--- DATA EXTRACTS ---
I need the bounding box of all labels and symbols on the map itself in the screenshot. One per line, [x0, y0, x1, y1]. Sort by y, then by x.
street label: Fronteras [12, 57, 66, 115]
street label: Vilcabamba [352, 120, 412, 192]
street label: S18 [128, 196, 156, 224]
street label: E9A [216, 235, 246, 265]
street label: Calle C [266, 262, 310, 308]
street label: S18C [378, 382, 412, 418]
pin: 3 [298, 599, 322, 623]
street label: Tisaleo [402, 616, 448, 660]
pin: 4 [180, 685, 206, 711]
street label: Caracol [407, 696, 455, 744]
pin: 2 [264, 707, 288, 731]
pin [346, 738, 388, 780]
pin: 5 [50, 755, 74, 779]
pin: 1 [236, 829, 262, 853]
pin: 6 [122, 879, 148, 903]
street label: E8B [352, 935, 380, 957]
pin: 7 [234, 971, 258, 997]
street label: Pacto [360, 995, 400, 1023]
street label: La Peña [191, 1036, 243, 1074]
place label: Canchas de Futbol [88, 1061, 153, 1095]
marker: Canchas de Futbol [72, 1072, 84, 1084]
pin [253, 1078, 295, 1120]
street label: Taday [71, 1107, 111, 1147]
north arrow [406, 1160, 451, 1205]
---
WHAT YOU SHOULD DO - Copy out the entire listing above exactly.

ANSWER TO THE EXERCISE -
I need the bounding box of all labels and symbols on the map itself in the screenshot. One per line, [x0, y0, x1, y1]. Sort by y, then by x.
street label: Fronteras [12, 57, 66, 115]
street label: Vilcabamba [352, 120, 412, 192]
street label: S18 [128, 196, 156, 224]
street label: E9A [216, 235, 246, 265]
street label: Calle C [266, 262, 310, 308]
street label: S18C [378, 382, 412, 418]
pin: 3 [298, 599, 322, 623]
street label: Tisaleo [402, 616, 448, 660]
pin: 4 [180, 685, 206, 711]
street label: Caracol [407, 696, 455, 744]
pin: 2 [264, 707, 288, 731]
pin [346, 738, 388, 780]
pin: 5 [50, 755, 74, 779]
pin: 1 [236, 829, 262, 853]
pin: 6 [122, 879, 148, 903]
street label: E8B [352, 935, 380, 957]
pin: 7 [234, 971, 258, 997]
street label: Pacto [360, 995, 400, 1023]
street label: La Peña [191, 1036, 243, 1074]
place label: Canchas de Futbol [88, 1061, 153, 1095]
marker: Canchas de Futbol [72, 1072, 84, 1084]
pin [253, 1078, 295, 1120]
street label: Taday [71, 1107, 111, 1147]
north arrow [406, 1160, 451, 1205]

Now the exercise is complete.